------ INPUT MATERIAL

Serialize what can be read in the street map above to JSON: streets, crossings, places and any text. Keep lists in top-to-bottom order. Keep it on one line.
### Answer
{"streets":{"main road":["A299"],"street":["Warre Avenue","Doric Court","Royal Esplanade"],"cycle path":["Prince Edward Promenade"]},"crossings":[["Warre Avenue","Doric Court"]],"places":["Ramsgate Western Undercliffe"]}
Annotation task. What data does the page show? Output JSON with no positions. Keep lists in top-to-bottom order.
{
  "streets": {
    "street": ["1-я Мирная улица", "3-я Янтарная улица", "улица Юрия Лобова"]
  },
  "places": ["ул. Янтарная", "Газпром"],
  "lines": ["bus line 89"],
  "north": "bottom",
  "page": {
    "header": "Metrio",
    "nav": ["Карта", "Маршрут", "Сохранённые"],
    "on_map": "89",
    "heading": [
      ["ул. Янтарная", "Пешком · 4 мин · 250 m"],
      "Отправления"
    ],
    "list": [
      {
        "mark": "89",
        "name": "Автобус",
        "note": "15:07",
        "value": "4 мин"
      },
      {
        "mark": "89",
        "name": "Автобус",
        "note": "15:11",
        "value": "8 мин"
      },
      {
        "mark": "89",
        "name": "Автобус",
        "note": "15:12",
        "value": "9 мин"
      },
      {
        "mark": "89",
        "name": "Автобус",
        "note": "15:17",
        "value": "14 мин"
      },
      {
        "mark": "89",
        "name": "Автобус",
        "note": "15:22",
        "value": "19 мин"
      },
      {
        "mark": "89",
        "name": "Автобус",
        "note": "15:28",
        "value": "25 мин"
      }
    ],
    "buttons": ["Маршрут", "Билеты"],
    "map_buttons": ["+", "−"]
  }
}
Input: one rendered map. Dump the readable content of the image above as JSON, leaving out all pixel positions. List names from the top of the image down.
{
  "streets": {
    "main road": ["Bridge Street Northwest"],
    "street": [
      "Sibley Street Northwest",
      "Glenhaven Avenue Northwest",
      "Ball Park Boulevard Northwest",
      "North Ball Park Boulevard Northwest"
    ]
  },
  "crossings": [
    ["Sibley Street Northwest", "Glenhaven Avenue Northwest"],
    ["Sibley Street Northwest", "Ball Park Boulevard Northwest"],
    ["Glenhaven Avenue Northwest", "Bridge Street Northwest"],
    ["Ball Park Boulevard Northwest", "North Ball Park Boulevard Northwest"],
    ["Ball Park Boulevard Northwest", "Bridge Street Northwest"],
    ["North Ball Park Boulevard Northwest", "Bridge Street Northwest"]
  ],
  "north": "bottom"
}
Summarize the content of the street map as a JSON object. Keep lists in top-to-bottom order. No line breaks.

------------

§ WHAT THIS TASK INVOLVES
The entries above are to be retyped exactly, with nothing left out.

§ EXERCISE RESPONSE
Serialize what can be read in the street map above to JSON: streets, crossings, places and any text. Keep lists in top-to-bottom order. Keep it on one line.
### Answer
{"streets":{"main road":["A299"],"street":["Warre Avenue","Doric Court","Royal Esplanade"],"cycle path":["Prince Edward Promenade"]},"crossings":[["Warre Avenue","Doric Court"]],"places":["Ramsgate Western Undercliffe"]}
Annotation task. What data does the page show? Output JSON with no positions. Keep lists in top-to-bottom order.
{
  "streets": {
    "street": ["1-я Мирная улица", "3-я Янтарная улица", "улица Юрия Лобова"]
  },
  "places": ["ул. Янтарная", "Газпром"],
  "lines": ["bus line 89"],
  "north": "bottom",
  "page": {
    "header": "Metrio",
    "nav": ["Карта", "Маршрут", "Сохранённые"],
    "on_map": "89",
    "heading": [
      ["ул. Янтарная", "Пешком · 4 мин · 250 m"],
      "Отправления"
    ],
    "list": [
      {
        "mark": "89",
        "name": "Автобус",
        "note": "15:07",
        "value": "4 мин"
      },
      {
        "mark": "89",
        "name": "Автобус",
        "note": "15:11",
        "value": "8 мин"
      },
      {
        "mark": "89",
        "name": "Автобус",
        "note": "15:12",
        "value": "9 мин"
      },
      {
        "mark": "89",
        "name": "Автобус",
        "note": "15:17",
        "value": "14 мин"
      },
      {
        "mark": "89",
        "name": "Автобус",
        "note": "15:22",
        "value": "19 мин"
      },
      {
        "mark": "89",
        "name": "Автобус",
        "note": "15:28",
        "value": "25 мин"
      }
    ],
    "buttons": ["Маршрут", "Билеты"],
    "map_buttons": ["+", "−"]
  }
}
Input: one rendered map. Dump the readable content of the image above as JSON, leaving out all pixel positions. List names from the top of the image down.
{
  "streets": {
    "main road": ["Bridge Street Northwest"],
    "street": [
      "Sibley Street Northwest",
      "Glenhaven Avenue Northwest",
      "Ball Park Boulevard Northwest",
      "North Ball Park Boulevard Northwest"
    ]
  },
  "crossings": [
    ["Sibley Street Northwest", "Glenhaven Avenue Northwest"],
    ["Sibley Street Northwest", "Ball Park Boulevard Northwest"],
    ["Glenhaven Avenue Northwest", "Bridge Street Northwest"],
    ["Ball Park Boulevard Northwest", "North Ball Park Boulevard Northwest"],
    ["Ball Park Boulevard Northwest", "Bridge Street Northwest"],
    ["North Ball Park Boulevard Northwest", "Bridge Street Northwest"]
  ],
  "north": "bottom"
}
Summarize the content of the street map as a JSON object. Keep lists in top-to-bottom order. No line breaks.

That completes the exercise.